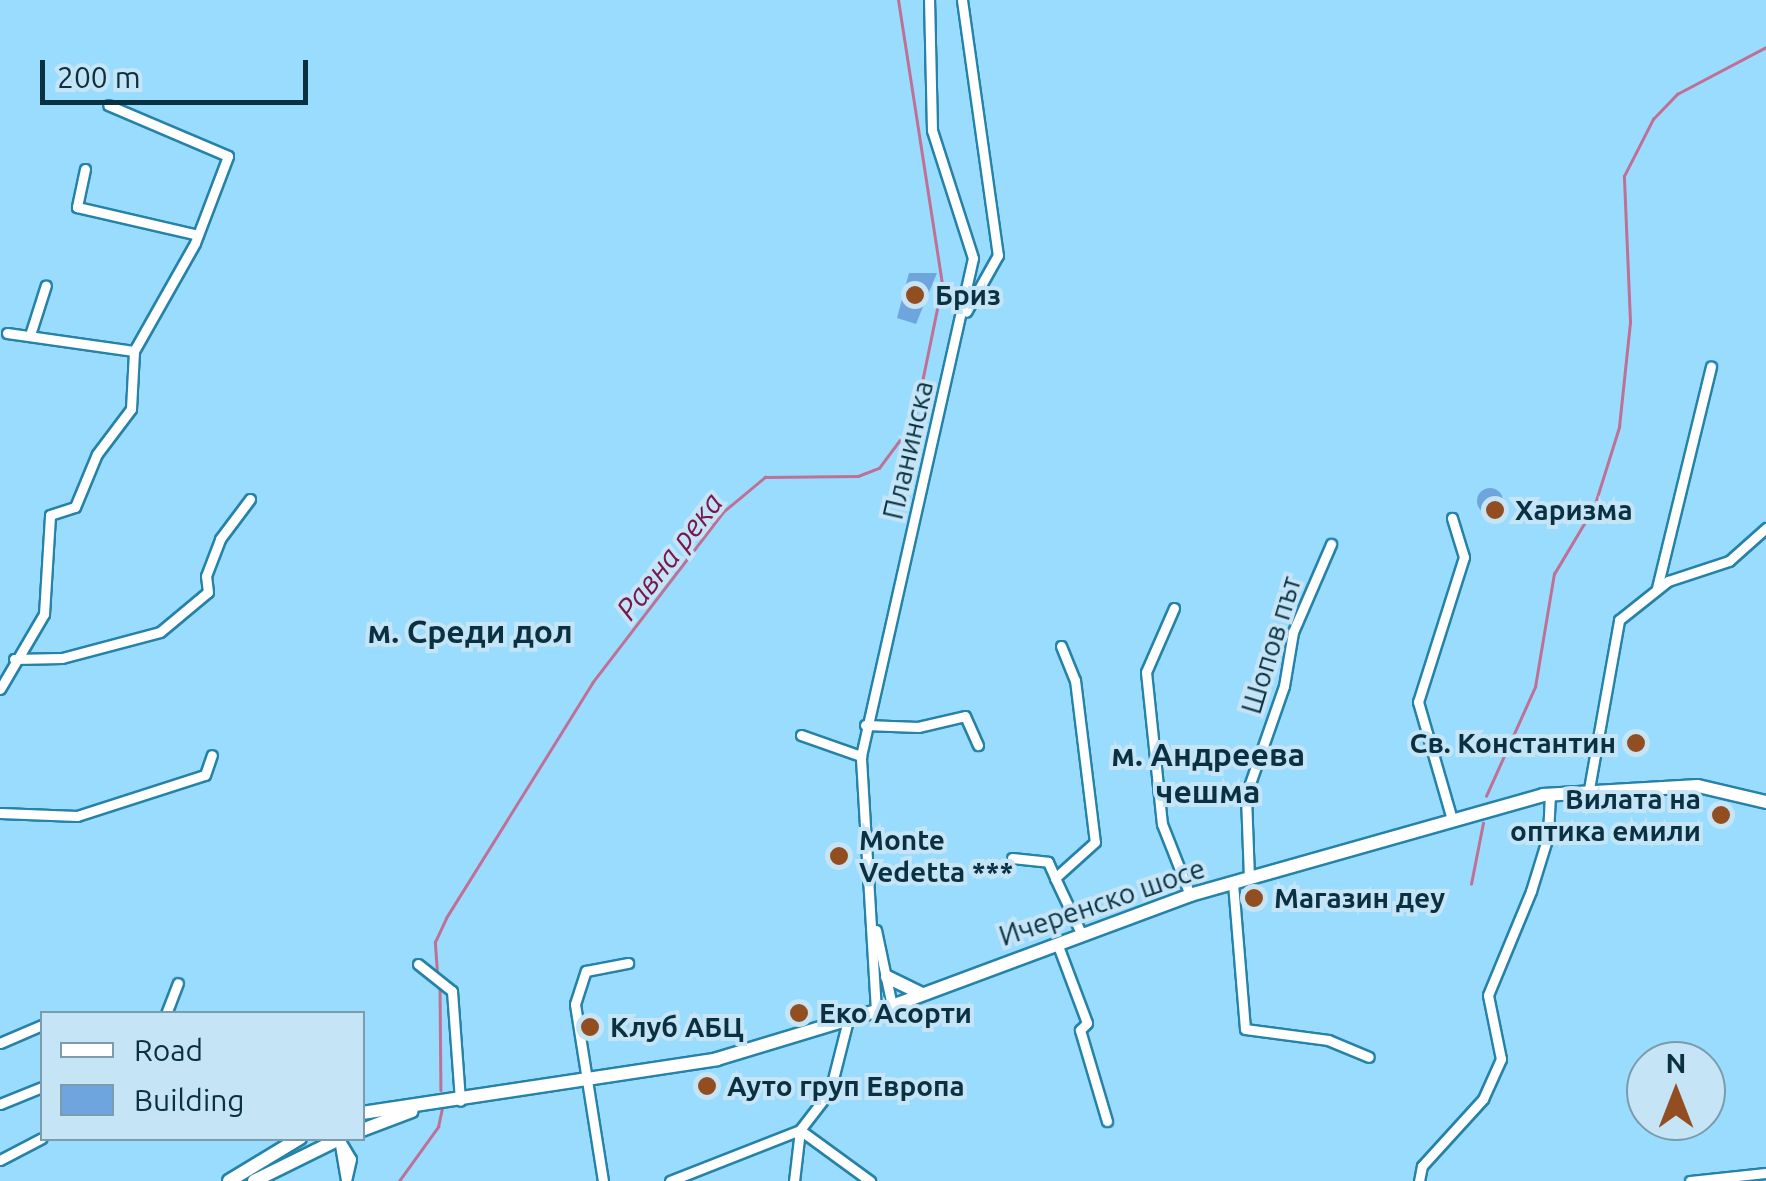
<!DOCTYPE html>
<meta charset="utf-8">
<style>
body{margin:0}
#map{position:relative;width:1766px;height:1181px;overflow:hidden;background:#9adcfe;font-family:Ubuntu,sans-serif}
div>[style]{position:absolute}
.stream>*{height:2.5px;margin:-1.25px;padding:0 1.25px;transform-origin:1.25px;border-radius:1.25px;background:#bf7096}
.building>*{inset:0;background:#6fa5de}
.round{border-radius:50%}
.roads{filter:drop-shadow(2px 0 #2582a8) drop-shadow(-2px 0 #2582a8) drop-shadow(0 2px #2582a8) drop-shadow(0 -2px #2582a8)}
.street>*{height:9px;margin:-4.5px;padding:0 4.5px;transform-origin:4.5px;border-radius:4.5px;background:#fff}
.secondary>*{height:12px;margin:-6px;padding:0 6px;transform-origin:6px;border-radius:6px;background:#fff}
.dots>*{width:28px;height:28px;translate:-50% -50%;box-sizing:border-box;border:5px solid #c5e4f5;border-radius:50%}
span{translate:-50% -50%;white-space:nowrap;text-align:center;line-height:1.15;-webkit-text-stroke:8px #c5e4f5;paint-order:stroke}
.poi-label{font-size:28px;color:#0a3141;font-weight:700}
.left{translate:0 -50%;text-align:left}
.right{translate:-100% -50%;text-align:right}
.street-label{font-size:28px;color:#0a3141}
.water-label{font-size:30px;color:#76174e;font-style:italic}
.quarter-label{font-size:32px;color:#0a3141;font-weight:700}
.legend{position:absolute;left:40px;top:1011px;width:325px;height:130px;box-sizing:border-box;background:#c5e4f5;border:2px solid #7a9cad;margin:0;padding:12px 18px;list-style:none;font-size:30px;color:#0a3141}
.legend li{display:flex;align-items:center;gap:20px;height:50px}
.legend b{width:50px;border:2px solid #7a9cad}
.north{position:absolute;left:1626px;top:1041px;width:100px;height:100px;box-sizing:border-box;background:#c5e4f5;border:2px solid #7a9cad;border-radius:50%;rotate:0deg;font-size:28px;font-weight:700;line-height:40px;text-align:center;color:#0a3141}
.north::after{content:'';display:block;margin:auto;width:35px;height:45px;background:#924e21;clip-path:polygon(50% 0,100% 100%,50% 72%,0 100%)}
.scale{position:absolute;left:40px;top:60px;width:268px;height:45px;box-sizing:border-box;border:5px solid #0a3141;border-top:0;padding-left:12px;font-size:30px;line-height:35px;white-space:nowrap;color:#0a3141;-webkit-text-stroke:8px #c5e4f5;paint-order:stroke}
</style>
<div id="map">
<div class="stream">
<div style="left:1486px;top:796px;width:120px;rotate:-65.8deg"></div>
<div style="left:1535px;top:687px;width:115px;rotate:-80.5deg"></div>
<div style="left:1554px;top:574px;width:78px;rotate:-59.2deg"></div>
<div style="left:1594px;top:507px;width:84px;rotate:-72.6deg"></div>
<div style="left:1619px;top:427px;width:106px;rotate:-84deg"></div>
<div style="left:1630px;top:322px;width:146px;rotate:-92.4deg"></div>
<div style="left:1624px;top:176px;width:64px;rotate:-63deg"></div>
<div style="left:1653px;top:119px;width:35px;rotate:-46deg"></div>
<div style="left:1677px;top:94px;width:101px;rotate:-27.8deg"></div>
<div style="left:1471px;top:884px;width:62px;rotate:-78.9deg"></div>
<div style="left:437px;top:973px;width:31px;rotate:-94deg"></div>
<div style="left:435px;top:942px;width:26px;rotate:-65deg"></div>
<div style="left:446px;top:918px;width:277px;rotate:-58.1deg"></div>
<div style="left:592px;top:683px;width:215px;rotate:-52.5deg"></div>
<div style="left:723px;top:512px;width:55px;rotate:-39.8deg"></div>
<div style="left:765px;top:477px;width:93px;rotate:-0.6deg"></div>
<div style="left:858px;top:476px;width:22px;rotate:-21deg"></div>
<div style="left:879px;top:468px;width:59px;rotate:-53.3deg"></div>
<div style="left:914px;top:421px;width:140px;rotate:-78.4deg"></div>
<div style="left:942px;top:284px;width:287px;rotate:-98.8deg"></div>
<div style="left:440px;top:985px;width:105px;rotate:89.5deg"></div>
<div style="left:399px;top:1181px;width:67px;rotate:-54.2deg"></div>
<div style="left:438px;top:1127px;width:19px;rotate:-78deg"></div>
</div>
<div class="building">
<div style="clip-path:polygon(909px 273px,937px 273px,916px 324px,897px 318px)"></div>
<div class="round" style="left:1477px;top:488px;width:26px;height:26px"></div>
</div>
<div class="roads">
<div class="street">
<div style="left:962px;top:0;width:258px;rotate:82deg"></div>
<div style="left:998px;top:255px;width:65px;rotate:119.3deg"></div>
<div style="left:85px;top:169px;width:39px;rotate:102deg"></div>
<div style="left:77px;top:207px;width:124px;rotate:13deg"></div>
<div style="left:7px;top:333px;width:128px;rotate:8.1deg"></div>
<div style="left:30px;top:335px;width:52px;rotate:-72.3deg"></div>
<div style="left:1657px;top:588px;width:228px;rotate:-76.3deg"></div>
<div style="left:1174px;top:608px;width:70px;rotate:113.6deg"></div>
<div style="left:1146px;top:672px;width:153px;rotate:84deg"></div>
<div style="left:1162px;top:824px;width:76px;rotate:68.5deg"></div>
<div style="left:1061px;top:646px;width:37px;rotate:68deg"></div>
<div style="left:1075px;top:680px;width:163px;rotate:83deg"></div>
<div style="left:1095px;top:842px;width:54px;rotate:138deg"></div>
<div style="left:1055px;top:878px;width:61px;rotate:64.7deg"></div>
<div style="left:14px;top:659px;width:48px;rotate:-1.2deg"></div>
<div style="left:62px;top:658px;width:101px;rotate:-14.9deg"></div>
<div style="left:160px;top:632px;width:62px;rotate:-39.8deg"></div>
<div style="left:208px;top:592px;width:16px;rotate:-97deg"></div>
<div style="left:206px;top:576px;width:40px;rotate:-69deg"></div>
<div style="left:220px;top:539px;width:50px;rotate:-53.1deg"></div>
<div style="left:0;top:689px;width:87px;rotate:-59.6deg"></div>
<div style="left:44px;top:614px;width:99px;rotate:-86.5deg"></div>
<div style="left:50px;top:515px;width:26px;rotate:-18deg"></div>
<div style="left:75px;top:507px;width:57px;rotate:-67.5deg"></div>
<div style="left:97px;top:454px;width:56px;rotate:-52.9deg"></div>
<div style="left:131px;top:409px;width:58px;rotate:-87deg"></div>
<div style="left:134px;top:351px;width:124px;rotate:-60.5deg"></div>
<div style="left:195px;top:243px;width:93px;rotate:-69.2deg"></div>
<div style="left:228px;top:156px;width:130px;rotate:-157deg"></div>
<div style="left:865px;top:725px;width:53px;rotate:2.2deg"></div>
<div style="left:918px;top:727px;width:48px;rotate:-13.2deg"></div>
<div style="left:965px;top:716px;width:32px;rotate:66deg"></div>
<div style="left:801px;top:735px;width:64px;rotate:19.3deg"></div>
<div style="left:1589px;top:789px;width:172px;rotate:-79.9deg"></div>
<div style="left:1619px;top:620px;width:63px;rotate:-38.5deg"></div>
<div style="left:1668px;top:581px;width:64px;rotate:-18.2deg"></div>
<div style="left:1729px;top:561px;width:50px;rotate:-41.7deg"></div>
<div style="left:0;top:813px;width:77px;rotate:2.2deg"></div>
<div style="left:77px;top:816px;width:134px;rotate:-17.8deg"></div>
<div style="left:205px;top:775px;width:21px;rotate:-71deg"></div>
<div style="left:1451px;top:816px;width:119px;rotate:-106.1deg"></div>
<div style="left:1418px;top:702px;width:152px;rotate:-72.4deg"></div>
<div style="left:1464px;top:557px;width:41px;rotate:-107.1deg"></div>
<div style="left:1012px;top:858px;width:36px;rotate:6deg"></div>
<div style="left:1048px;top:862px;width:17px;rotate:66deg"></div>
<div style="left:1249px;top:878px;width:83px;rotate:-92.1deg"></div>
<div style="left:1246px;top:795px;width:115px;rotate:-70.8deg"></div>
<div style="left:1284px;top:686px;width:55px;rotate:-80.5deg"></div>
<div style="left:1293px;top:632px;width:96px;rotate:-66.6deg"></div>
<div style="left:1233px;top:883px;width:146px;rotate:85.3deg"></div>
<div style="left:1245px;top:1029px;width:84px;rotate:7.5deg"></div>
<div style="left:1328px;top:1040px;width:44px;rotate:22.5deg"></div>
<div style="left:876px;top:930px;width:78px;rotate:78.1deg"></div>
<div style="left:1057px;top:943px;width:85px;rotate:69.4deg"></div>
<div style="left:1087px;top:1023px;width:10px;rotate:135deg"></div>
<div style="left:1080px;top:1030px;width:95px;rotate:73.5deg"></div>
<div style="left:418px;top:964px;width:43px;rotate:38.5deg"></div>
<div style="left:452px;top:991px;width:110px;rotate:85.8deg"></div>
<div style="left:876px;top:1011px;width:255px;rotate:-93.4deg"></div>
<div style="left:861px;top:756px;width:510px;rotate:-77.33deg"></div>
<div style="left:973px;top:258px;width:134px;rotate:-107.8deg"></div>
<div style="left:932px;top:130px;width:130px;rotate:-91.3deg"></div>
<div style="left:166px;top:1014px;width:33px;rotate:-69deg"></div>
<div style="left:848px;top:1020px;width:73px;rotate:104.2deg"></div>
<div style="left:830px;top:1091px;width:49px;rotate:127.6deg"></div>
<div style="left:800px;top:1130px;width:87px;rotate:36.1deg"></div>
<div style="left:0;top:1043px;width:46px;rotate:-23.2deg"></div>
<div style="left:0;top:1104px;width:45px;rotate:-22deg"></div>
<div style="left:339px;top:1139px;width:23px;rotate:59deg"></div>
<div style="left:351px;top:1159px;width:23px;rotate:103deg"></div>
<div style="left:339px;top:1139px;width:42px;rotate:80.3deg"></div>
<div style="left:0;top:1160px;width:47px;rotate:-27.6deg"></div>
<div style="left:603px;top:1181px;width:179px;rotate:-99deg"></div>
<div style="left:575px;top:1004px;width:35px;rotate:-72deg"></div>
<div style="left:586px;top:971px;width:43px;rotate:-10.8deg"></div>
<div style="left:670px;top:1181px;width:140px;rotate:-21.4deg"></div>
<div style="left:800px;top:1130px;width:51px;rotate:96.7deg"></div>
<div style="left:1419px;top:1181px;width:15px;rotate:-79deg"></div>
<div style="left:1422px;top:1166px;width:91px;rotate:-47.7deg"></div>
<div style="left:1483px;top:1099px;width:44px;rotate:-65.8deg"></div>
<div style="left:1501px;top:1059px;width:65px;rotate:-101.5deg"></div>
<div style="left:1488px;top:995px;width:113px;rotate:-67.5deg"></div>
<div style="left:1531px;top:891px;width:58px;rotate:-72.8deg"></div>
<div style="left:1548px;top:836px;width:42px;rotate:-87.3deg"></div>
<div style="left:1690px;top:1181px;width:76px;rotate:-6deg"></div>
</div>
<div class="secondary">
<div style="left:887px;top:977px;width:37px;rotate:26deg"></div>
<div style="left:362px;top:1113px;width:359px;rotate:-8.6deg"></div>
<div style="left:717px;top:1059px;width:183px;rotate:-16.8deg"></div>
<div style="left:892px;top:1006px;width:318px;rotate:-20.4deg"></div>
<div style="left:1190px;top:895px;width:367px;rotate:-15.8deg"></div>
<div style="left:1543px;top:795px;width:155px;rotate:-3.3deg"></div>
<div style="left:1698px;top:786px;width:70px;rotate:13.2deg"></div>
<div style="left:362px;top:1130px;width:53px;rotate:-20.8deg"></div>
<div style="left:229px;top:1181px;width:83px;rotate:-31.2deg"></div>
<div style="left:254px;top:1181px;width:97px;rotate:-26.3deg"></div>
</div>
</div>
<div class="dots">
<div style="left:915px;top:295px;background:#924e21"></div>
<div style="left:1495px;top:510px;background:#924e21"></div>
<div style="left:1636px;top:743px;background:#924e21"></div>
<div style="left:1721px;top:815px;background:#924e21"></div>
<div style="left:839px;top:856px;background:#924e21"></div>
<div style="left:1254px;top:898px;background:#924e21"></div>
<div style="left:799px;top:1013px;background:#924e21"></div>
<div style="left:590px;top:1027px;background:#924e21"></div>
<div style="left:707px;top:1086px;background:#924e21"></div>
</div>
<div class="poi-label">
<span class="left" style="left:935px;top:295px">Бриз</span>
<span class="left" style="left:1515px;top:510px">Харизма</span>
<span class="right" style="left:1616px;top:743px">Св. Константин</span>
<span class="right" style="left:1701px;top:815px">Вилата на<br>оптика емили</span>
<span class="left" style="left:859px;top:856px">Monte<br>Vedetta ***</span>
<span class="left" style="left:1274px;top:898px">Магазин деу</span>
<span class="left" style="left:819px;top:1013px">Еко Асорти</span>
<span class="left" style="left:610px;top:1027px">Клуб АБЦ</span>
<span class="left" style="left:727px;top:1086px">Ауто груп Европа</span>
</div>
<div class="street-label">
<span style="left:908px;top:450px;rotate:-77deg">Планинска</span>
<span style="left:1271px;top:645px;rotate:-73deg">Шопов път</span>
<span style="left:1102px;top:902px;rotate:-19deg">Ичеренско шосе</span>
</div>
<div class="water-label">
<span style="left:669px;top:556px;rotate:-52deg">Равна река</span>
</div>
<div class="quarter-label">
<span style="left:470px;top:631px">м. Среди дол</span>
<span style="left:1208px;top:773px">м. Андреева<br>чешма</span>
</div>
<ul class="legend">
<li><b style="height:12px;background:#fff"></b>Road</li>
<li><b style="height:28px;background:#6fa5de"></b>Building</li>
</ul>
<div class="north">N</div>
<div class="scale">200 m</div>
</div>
============================================================
**INSTRUCTIONS FOR THE TASK**
Repeat, word for word and with no pictures, only the lines running from the beginning of the data to the line that contains "0 #2582a8) drop-shadow(-2px".

**RESPONSE**
<!DOCTYPE html>
<meta charset="utf-8">
<style>
body{margin:0}
#map{position:relative;width:1766px;height:1181px;overflow:hidden;background:#9adcfe;font-family:Ubuntu,sans-serif}
div>[style]{position:absolute}
.stream>*{height:2.5px;margin:-1.25px;padding:0 1.25px;transform-origin:1.25px;border-radius:1.25px;background:#bf7096}
.building>*{inset:0;background:#6fa5de}
.round{border-radius:50%}
.roads{filter:drop-shadow(2px 0 #2582a8) drop-shadow(-2px 0 #2582a8) drop-shadow(0 2px #2582a8) drop-shadow(0 -2px #2582a8)}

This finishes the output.